NEW ORLEANS ( Associated Press) — An animal rights group has filed a federal complaint against the National Sanctuary for a federally owned chimpanzee once used for experiments.
According to Stop Animal Exploitation Now, a federal citation and Chimp Haven’s own report about the deaths from fights between chimpanzees show that the care of the sanctuary is poor.
The sanctuary in northern Louisiana said it took action soon after a woman was attacked in April by others in which it was being introduced. That animal was euthanized in May. Another woman escaped twice on June 2.
A warning letter from the US Department of Agriculture said both incidents violated animal handling regulations. It was also noted that Chimp Haven was following through on its protocol to introduce and isolate the animals, and that trees near the second female’s main enclosure have been cut down to prevent future migrations.
Chimp Haven has cared for more than 500 chimpanzees since it opened in 2005. Of these, 190 have died, including five others due to the chimpanzee invasion, it said in an emailed statement.
Chimpanzees also attack and sometimes kill each other in the wild, said developmental anthropologist Michael L. Wilson of the University of Minnesota, who studies chimpanzee behavior and biology.
“The killings … have been documented at most long-term study sites across Africa” and “may have occurred suddenly and unexpectedly, without provocation,” he wrote in an email.
They participated in a 2008 study that found attacks from other chimpanzees were the second most common cause of death in a wild colony in 46 years, behind only disease. 17 of the 130 deaths – or 20% of the 86 for which scientists knew the cause – were due to attacks by other chimpanzees.
In Chimp Haven this figure is less than 3%.
The USDA’s Animal and Plant Health Inspection Service issued a warning letter to Chimp Haven in June 2021 after a female was killed by other chimps and run away by two other females in a day. The inspector said the sanctuary had worked to fix the problems.

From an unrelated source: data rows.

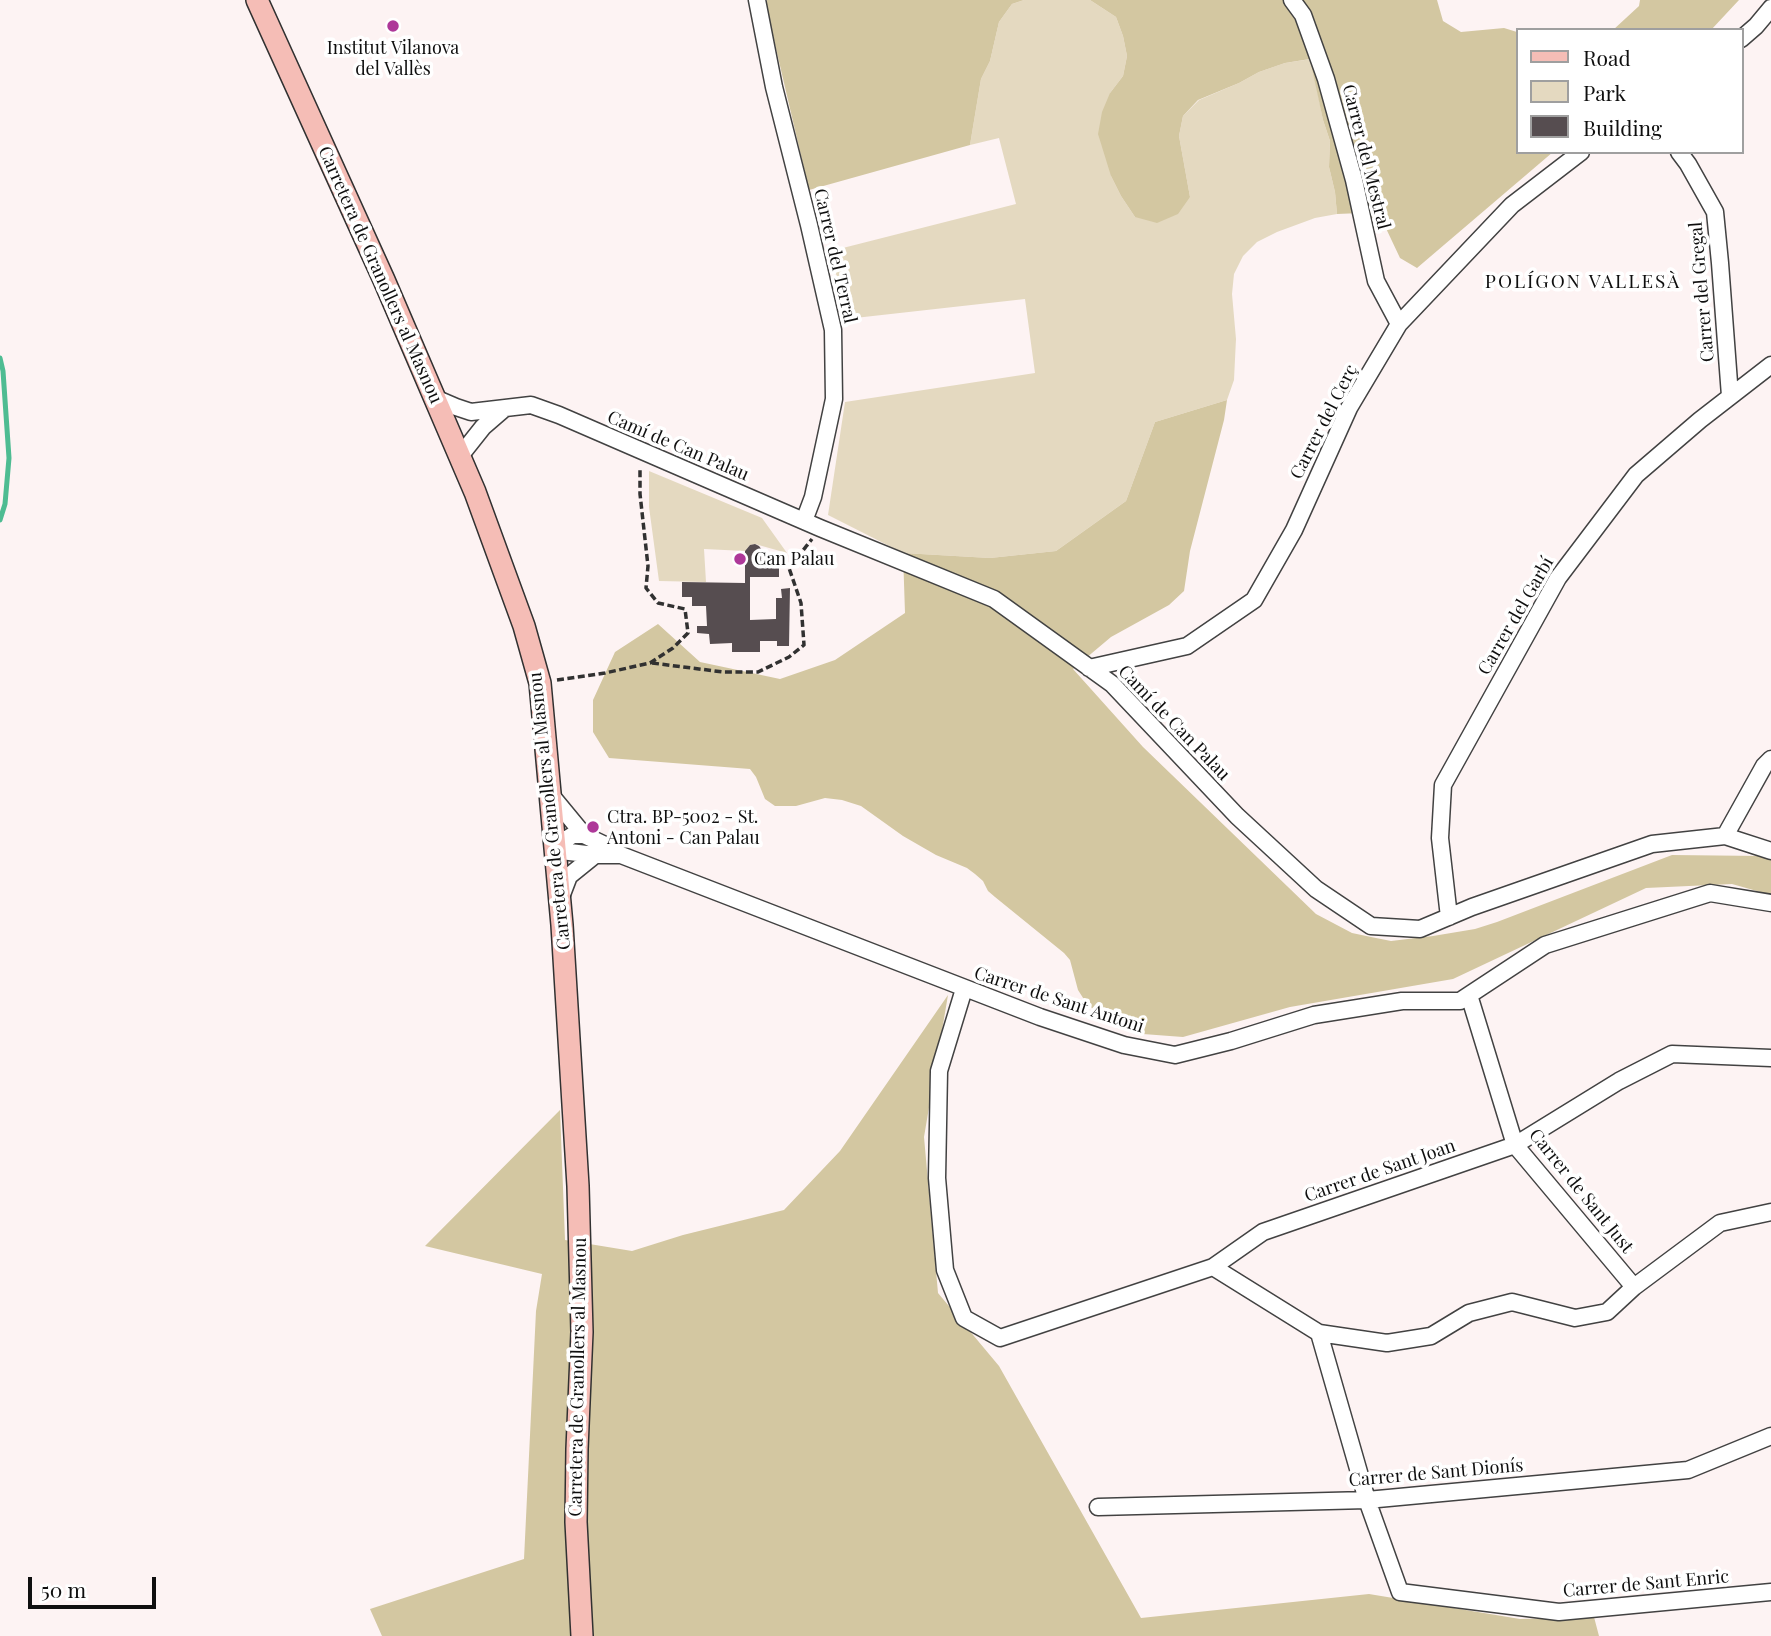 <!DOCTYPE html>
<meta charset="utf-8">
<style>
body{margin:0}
#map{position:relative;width:1771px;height:1636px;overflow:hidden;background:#fdf3f3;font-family:"Playfair Display",serif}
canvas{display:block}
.legend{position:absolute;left:1516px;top:28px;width:228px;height:126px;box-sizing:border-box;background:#fff;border:2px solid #9f9f9f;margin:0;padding:9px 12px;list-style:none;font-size:21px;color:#0f0f0f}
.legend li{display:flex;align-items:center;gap:14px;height:35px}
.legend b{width:35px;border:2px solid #9f9f9f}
.scale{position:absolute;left:28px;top:1577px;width:128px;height:32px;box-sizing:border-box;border:4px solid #0f0f0f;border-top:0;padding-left:9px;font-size:21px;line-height:24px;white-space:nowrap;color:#0f0f0f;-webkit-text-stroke:5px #fff;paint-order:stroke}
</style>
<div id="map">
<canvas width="1771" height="1636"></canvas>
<ul class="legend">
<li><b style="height:9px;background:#f5bdb6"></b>Road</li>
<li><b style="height:19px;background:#e4d9c0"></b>Park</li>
<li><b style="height:19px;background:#564d50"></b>Building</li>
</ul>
<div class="scale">50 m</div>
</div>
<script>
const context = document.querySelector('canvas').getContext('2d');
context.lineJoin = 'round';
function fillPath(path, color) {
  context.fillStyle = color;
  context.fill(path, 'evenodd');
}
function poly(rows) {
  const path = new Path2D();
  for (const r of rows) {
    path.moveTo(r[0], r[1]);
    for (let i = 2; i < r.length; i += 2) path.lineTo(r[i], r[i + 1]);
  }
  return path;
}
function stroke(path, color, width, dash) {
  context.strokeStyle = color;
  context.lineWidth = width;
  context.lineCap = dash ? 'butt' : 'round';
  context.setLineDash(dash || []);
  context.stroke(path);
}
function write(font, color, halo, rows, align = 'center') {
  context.font = font + ' "Playfair Display",serif';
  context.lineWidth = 7;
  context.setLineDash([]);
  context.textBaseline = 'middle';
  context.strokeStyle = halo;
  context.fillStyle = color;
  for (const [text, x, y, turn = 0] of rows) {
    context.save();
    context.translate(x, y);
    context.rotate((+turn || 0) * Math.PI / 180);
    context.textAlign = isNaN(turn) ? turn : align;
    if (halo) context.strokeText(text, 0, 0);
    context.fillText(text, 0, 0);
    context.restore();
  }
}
fillPath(poly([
 [1024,0,1090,0,1116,17,1123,36,1127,56,1123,76,1110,93,1111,176,1121,196,1135,217,1190,197,1179,136,1183,116,1199,100,1239,83,1259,72,1285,63,1311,59,1323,120,1330,141,1329,167,1335,192,1337,214,1315,218,1277,232,1257,242,1243,256,1234,274,1232,294,1236,339,1235,359,1234,380,1227,400,1155,422,1126,501,1056,551,990,558,903,553,828,515,845,402,1035,373,1025,299,846,319,831,251,1016,204,999,138,970,145,981,79,990,61,999,22,1012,4],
 [649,471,762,518,787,553,755,544,750,545,745,551,704,549,706,582,659,581,649,507]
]), '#e4d9c0');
fillPath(poly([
 [767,0,1024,0,1012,4,999,22,990,61,981,79,970,145,809,190,767,10],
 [1090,0,1437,0,1443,21,1461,32,1504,28,1517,32,1517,152,1553,152,1417,268,1400,258,1383,222,1361,213,1337,214,1335,192,1329,167,1330,141,1323,120,1310,59,1285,63,1259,72,1239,83,1198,100,1183,116,1179,136,1190,197,1178,214,1157,223,1135,217,1121,196,1111,176,1098,134,1102,112,1110,93,1123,76,1127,56,1123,36,1116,17],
 [1640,0,1739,0,1711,30,1613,30,1639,6],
 [1227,400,1224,420,1190,551,1184,591,1169,605,1111,637,1073,669,1143,747,1316,914,1352,933,1371,937,1391,941,1433,936,1475,929,1497,922,1672,855,1762,856,1771,860,1771,895,1732,884,1646,888,1453,979,1290,1007,1183,1037,1143,1034,1122,1027,1100,1016,1085,1001,1078,990,1070,960,1064,953,995,897,988,891,983,881,975,874,967,868,936,855,903,836,861,806,842,800,825,798,796,806,775,806,765,799,756,777,750,769,609,758,593,732,593,700,615,652,658,624,700,662,780,679,835,660,905,613,903,553,990,558,1056,551,1126,501,1155,422],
 [948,995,924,1137,938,1293,999,1366,1141,1618,1369,1594,1520,1619,1594,1617,1599,1636,382,1636,370,1609,524,1559,536,1311,542,1274,425,1246,560,1110,565,1240,632,1251,683,1235,784,1210,840,1151]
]), '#d3c7a1');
stroke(poly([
 [0,358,3,371,9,458,5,504,0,520]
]), '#4ebc92', 5);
fillPath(poly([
 [755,544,759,546,762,550,761,560,779,560,779,577,750,577,750,620,776,619,776,598,782,598,781,589,790,588,789,646,777,646,777,641,760,641,760,652,732,652,732,643,710,644,709,634,697,633,697,626,707,626,706,606,692,606,692,597,682,597,682,582,745,583,745,551,750,545]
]), '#564d50');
const minor = poly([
 [757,0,774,87,809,225,833,330,834,399,813,497,804,521],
 [1292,0,1303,15,1326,79,1354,180,1376,281,1399,324],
 [1741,39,1756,26,1771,8],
 [1679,152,1688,164,1715,212,1720,263,1730,396],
 [435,398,456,407,471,412,531,405,559,415,820,528,994,599,1112,684,1237,816,1316,889,1371,926,1420,929,1472,907,1652,844,1725,836,1771,851],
 [460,456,483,427,505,408],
 [1089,668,1187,646,1254,600,1294,530,1349,408,1399,324,1512,205,1581,152],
 [551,795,584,835,607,846,621,855,1040,1017,1124,1045,1175,1055,1231,1041,1314,1015,1402,1001,1460,1001,1545,945,1710,893,1771,903],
 [584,835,573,835,555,846,561,851,595,855,621,855],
 [1725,836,1764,766,1771,759],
 [561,897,569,876,595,855],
 [1449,917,1440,838,1443,785,1558,578,1636,475,1700,420,1771,365],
 [964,989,939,1071,937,1178,945,1270,964,1318,1000,1338,1213,1267,1263,1232,1515,1145,1619,1081,1672,1054,1771,1058],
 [1469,995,1515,1145,1634,1287],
 [1213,1267,1319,1333,1387,1343,1431,1336,1469,1313,1512,1302,1575,1318,1607,1312,1634,1287,1720,1223,1771,1212],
 [1319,1333,1367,1500,1400,1592,1559,1612,1771,1592],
 [1098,1507,1367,1500,1688,1470,1771,1436]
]);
const secondary = poly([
 [257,0,384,280,475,492,524,626,540,683,562,925,578,1186,582,1332,577,1449,576,1522,582,1636]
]);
stroke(minor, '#424242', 19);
stroke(secondary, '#313131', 24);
stroke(poly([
 [652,663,723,672,758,672,789,657,804,645,801,603,789,568,812,539],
 [557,680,605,673,650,663,673,648,688,633,685,609,658,603,646,588,648,566,640,494,640,467]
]), '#313131', 3.5, [7, 3.5]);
stroke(minor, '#fff', 16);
stroke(secondary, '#f5bdb6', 21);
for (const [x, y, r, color] of [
 [393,26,7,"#ae3899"],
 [740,559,7,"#ae3899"],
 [593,827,7,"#ae3899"]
]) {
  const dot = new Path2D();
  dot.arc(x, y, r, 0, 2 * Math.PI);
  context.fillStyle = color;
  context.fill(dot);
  stroke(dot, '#fff', 2.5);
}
write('18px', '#0f0f0f', '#fff', [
 ["Institut Vilanova",393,48,"center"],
 ["del Vallès",393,69,"center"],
 ["Can Palau",754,559],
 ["Ctra. BP-5002 - St.",607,817],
 ["Antoni - Can Palau",607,838]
], 'left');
write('18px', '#0f0f0f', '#fff', [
 ["Carrer del Mestral",1366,157,76],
 ["Carrer del Terral",835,256,77],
 ["Carretera de Granollers al Masnou",380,275,66],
 ["Carrer del Gregal",1702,292,-95],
 ["Carrer del Cerç",1324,422,-63],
 ["Camí de Can Palau",678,446,23],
 ["Carrer del Garbí",1516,616,-60],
 ["Camí de Can Palau",1174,723,46],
 ["Carretera de Granollers al Masnou",550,811,-96],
 ["Carrer de Sant Antoni",1059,1000,18],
 ["Carrer de Sant Joan",1380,1171,-19],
 ["Carrer de Sant Just",1581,1191,51],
 ["Carretera de Granollers al Masnou",578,1377,-89],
 ["Carrer de Sant Dionís",1436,1473,-5],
 ["Carrer de Sant Enric",1646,1584,-5]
]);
context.letterSpacing = '2px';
write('19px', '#0f0f0f', '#fff', [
 ["POLÍGON VALLESÀ",1583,282]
]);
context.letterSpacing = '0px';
</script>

In December 2021, the sanctuary told federal officials that one male had died and the other had died after attacks by others. In the same month, it was reported that seven animals had fled from an unsecured skylight.
Ohio-based animal rights group co-founder Michael A. “Animal sanctuaries must keep animals safe and uninhabited, not allowing traumatic injuries requiring euthanasia or potentially dangerous animals to escape,” Budaki said.
“The care and well-being of chimpanzees is our top priority at Chimpanzee Haven,” it said in an emailed response to the sanctuary. It said there has never been such a large-scale effort to move chimpanzees from a “research setting to a life that is more similar to life in the wild.”
This involves introducing hundreds of animals to each other, because “chimpanzees need dynamic social groups to develop socially, physically, emotionally and psychologically.”
Sometimes such introductions just don’t work, the statement said.
“Managing chimpanzees in captivity poses tremendous challenges, as chimpanzees are strong, smart, impulsive and capable of violent attacks,” Wilson, a scientist at the University of Minnesota, wrote in his email.
Captive chimpanzees are “in many ways best if kept in social groups with multiple males and females, but such groups also present a number of challenges to management, including risks of aggression,” they wrote.